### Exercise requirements
I need the number of lines in the data that contain the word "absolute", and nothing beyond it.

(Collected data entries)

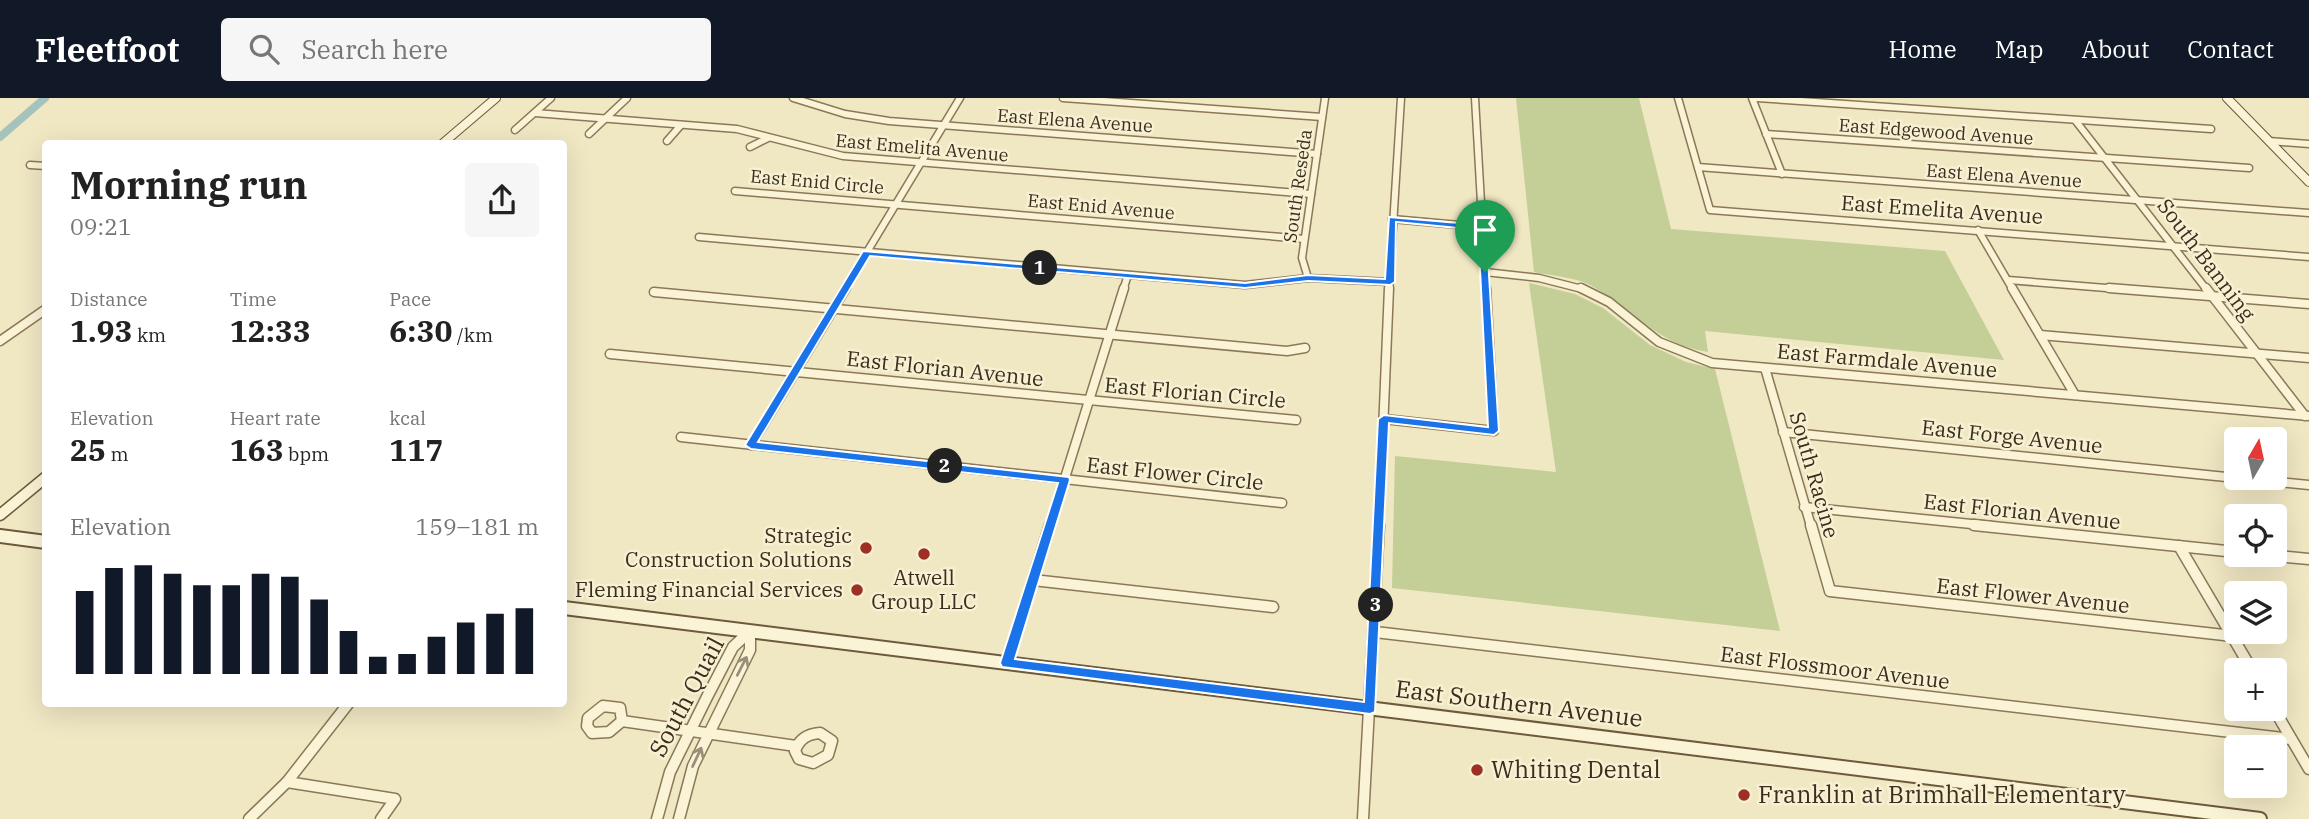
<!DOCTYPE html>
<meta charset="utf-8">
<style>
:root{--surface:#fff;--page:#f6f6f6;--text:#222;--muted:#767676;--accent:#111827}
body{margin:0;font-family:"IBM Plex Serif",serif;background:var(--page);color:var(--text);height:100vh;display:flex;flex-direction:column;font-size:26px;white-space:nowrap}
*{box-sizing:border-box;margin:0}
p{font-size:23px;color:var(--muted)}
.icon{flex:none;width:38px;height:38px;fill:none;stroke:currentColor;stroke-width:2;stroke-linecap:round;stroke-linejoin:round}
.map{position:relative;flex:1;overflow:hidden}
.drawer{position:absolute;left:42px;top:42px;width:525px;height:567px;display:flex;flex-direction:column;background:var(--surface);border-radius:7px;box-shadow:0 7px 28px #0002}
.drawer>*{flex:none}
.needle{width:46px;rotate:9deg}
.buttons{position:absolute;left:2224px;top:329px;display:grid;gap:14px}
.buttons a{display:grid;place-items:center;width:63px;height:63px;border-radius:7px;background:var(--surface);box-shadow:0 7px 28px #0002;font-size:35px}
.pin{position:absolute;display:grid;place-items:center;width:60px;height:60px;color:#fff;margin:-72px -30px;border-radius:50% 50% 50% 0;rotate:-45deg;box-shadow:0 0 7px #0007}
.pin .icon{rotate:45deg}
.km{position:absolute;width:35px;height:35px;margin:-18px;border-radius:50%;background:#222;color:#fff;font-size:19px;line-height:35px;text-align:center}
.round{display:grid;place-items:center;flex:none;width:74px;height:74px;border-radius:7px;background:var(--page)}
.summary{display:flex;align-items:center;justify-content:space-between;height:119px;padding:0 28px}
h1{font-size:38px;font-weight:800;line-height:52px}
.figures{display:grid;grid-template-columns:repeat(3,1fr);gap:10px;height:119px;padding:7px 28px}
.figures div{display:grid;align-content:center}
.figures b{font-size:30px;font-weight:800}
.figures small{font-size:19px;font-weight:400}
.figures p{font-size:19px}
.chart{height:196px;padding:14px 28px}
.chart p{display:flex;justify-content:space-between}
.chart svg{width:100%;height:126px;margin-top:7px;stroke:var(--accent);stroke-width:6}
header{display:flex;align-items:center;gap:42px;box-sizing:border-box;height:98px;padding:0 35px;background:var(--accent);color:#fff}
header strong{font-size:33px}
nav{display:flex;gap:38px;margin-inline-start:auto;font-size:24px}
.search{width:490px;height:63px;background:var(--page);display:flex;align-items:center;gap:18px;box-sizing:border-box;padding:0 24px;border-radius:7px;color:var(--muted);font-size:26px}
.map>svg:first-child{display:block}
.green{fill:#c3cf96}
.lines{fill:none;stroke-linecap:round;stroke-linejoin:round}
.canal{stroke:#a5c3bd;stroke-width:8}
.minor-far2-casing{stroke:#8b7858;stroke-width:9}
.minor-far1-casing{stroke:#8b7858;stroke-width:11}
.minor-casing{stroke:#8b7858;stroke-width:13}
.secondary-far2-casing{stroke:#6d593c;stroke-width:10}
.secondary-far1-casing{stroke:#6d593c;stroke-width:13}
.secondary-casing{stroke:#6d593c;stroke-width:16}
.minor-far2{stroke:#faf3d6;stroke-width:6}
.minor-far1{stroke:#faf3d6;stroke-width:8}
.minor{stroke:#faf3d6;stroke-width:10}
.secondary-far2{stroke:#faf3d6;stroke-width:8}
.secondary-far1{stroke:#faf3d6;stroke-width:10}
.secondary{stroke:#faf3d6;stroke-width:12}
.oneway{stroke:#9a907a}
.route{fill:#1a73e8;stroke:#fff;stroke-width:2;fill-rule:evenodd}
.poi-dot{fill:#9e2f25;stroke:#f7f0d3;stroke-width:2.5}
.labels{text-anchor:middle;stroke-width:5;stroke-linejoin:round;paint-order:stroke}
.far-street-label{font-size:18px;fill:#3b2e1d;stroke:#f7f0d3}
.street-label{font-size:21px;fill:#3b2e1d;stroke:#f7f0d3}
.poi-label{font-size:21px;fill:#3b2e1d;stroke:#f7f0d3;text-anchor:end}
.near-street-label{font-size:24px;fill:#3b2e1d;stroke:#f7f0d3}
.near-poi-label{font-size:24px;fill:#3b2e1d;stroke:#f7f0d3;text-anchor:start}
</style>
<header>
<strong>Fleetfoot</strong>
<div class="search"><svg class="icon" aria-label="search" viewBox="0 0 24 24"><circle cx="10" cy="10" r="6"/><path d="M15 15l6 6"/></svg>Search here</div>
<nav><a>Home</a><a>Map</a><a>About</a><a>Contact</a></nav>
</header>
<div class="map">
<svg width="2309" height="721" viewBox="0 0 2309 721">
<rect width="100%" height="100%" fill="#f0e7c3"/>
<g class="green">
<path d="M1516 0H1639L1671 131 1945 153 2004 262 1705 233 1708 254C1657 247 1634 211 1592 188 1576 179 1552 178 1534 174Z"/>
<path d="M1529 185 1575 196 1603 210 1650 247 1686 264 1715 271 1780 533 1392 490 1395 358 1556 374Z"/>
</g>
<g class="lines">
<path class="canal" d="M0 39 45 0"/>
<defs>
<g id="minor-far2">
<path d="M793 0 845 16 889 23 1317 56"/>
<path d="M1063 0 1322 19"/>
<path d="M1475 0 1486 192"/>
<path d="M1678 0 1710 112 2309 159"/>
<path d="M1752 0 1782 76"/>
<path d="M1757 0 2211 31"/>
<path d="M535 15 737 31 843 58 1311 96"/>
<path d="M2075 22 2207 192"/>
<path d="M515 32 551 0"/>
<path d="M589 36 627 0"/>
<path d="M1766 36 2249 70"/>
<path d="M667 43 681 27"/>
<path d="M2269 43 2309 46"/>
<path d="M750 49 768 40"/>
<path d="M30 67 46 68"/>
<path d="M1698 69 2309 115"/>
<path d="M735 93 1304 141"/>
<path d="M1392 121 1482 129"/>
<path d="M1978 132 2013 192"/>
<path d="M699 139 1245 187 1308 180 1390 184"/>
<path d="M1485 174 1539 180 1586 192"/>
<path d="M1308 180 1302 160 1325 0"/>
<path d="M2008 182 2131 192"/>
<path d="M844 192 960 0"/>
<path d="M1123 192 1128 177"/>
<path d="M1389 192 1401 0"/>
</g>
<g id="minor-far1">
<path d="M1581 190 1609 204 1659 244 1712 265 2309 318"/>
<path d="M2012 190 2075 297"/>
<path d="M2109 190 2309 206"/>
<path d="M2206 190 2305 318"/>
<path d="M654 194 1287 253 1305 250"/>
<path d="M2040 237 2309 260"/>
<path d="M0 243 46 211"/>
<path d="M610 256 1296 322"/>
<path d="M1765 270 1811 428"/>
<path d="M1384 321 1494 333 1486 190"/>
<path d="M1783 334 2236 380"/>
<path d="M681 339 1282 405"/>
<path d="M751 347 846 190"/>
<path d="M2239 380 2309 387"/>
<path d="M1804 409 1991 428"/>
<path d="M1050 428 1124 190"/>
<path d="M1379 428 1389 190"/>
</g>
<g id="minor">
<path d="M1811 427 1830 493 2233 538"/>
<path d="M1974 427 2236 454"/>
<path d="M2179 448 2252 572"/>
<path d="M2266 457 2309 461"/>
<path d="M1033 482 1273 509"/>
<path d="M1375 534 2291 641"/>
<path d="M1007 565 1050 427"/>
<path d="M603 608 620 610 622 623 609 634 592 635 587 628 588 620Z"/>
<path d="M2274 611 2309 671"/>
<path d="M622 623 796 648"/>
<path d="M820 635 832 643 828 657 813 665 799 661 795 653C799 641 807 636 820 635Z"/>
<path d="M287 684 395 701 381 721"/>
<path d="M249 721 287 684 348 606"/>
<path d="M657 721 670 674 707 599 733 549 750 533"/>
<path d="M679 721 693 668 750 552V533"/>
<path d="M1363 721 1379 427"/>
</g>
<g id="secondary-far2">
<path d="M2227 0 2309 84"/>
<path d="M442 46 496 0"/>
</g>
<path id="secondary-far1" d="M0 417 46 379"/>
<g id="secondary">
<path d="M0 438 46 444"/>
<path d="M564 510 2260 721"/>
</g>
</defs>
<use href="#minor-far2" class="minor-far2-casing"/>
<use href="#minor-far1" class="minor-far1-casing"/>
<use href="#minor" class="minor-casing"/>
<use href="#secondary-far2" class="secondary-far2-casing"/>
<use href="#secondary-far1" class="secondary-far1-casing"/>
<use href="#secondary" class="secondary-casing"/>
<use href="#minor-far2" class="minor-far2"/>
<use href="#minor-far1" class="minor-far1"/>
<use href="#minor" class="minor"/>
<use href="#secondary-far2" class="secondary-far2"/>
<use href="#secondary-far1" class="secondary-far1"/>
<use href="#secondary" class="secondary"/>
</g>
<defs><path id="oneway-shaft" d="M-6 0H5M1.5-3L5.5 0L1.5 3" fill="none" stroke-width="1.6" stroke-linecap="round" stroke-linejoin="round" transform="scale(1.75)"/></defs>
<g class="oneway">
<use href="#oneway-shaft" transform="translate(742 568) rotate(-63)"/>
<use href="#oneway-shaft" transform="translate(697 659) rotate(-65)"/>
</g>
<path class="route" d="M1389 119 1482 127 1486 130 1499 333 1494 337 1389 325 1375 614 1370 616 1002 569 1000 565 1058 385 751 351 745 347 863 153 1245 185 1308 177 1385 181ZM1396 124 1478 132 1488 329 1384 317 1378 321 1364 604 1015 561 1070 382 1069 379 758 344 870 158 1245 190 1308 183 1390 187 1395 184Z"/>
<g class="poi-dot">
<circle cx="866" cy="450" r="7"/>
<circle cx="924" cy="456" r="7"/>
<circle cx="857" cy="492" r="7"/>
<circle cx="1477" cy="672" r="7"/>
<circle cx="1744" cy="697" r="7"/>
</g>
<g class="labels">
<g class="far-street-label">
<text transform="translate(1075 23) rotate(4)" y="6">East Elena Avenue</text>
<text transform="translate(1936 34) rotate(4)" y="6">East Edgewood Avenue</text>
<text transform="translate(922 50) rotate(5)" y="6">East Emelita Avenue</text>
<text transform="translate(2004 78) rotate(4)" y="6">East Elena Avenue</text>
<text transform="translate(817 84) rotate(5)" y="6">East Enid Circle</text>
<text transform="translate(1298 88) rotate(-82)" y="6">South Reseda</text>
<text transform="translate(1101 109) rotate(5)" y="6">East Enid Avenue</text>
</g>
<g class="street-label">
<text transform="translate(1942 112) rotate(4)" y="7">East Emelita Avenue</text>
<text transform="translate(2206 162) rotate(53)" y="7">South Banning</text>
<text transform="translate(1887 263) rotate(5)" y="7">East Farmdale Avenue</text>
<text transform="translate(945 271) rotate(6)" y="7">East Florian Avenue</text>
<text transform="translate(1195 295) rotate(5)" y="7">East Florian Circle</text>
<text transform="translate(2012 339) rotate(6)" y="7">East Forge Avenue</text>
<text transform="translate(1175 376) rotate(6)" y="7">East Flower Circle</text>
<text transform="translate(1814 377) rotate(74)" y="7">South Racine</text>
<text transform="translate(2022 414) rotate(6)" y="7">East Florian Avenue</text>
<text transform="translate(2033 498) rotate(6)" y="7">East Flower Avenue</text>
<text transform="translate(1835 570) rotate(7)" y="7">East Flossmoor Avenue</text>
</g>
<g class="poi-label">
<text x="852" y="445">Strategic<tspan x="852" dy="24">Construction Solutions</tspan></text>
<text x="924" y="487" text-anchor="middle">Atwell<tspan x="924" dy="24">Group LLC</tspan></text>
<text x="843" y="499">Fleming Financial Services</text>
</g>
<g class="near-street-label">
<text transform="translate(687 599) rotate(-62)" y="8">South Quail</text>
<text transform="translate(1519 606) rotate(7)" y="8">East Southern Avenue</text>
</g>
<g class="near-poi-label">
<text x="1491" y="680">Whiting Dental</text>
<text x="1758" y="705">Franklin at Brimhall Elementary</text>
</g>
</g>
</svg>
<div class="buttons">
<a><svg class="needle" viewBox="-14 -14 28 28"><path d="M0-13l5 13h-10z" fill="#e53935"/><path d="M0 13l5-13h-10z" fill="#767676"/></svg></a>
<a><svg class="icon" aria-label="locate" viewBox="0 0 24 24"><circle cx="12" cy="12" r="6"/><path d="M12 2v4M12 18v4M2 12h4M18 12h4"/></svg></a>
<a><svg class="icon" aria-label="layers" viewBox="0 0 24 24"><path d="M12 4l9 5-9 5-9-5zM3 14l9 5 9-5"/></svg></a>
<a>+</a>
<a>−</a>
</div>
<div class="pin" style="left:1485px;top:174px;background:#1e9e55"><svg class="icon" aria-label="arrive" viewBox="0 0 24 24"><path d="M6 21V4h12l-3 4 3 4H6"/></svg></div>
<b class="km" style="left:1040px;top:170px">1</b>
<b class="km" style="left:945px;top:368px">2</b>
<b class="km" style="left:1376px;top:507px">3</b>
<section class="drawer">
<div class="summary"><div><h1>Morning run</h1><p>09:21</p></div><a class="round"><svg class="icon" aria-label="share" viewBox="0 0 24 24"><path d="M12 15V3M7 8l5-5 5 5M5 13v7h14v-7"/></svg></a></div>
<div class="figures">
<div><p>Distance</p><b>1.93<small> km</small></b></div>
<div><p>Time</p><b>12:33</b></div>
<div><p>Pace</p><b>6:30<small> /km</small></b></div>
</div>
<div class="figures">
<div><p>Elevation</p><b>25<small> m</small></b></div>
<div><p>Heart rate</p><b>163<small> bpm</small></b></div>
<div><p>kcal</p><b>117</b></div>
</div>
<div class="chart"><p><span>Elevation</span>159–181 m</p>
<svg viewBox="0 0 160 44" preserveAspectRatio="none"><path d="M5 44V15M15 44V7M25 44V6M35 44V9M45 44V13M55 44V13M65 44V9M75 44V10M85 44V18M95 44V29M105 44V38M115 44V37M125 44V31M135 44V26M145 44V23M155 44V21"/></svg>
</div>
</section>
</div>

### Solution for this task
4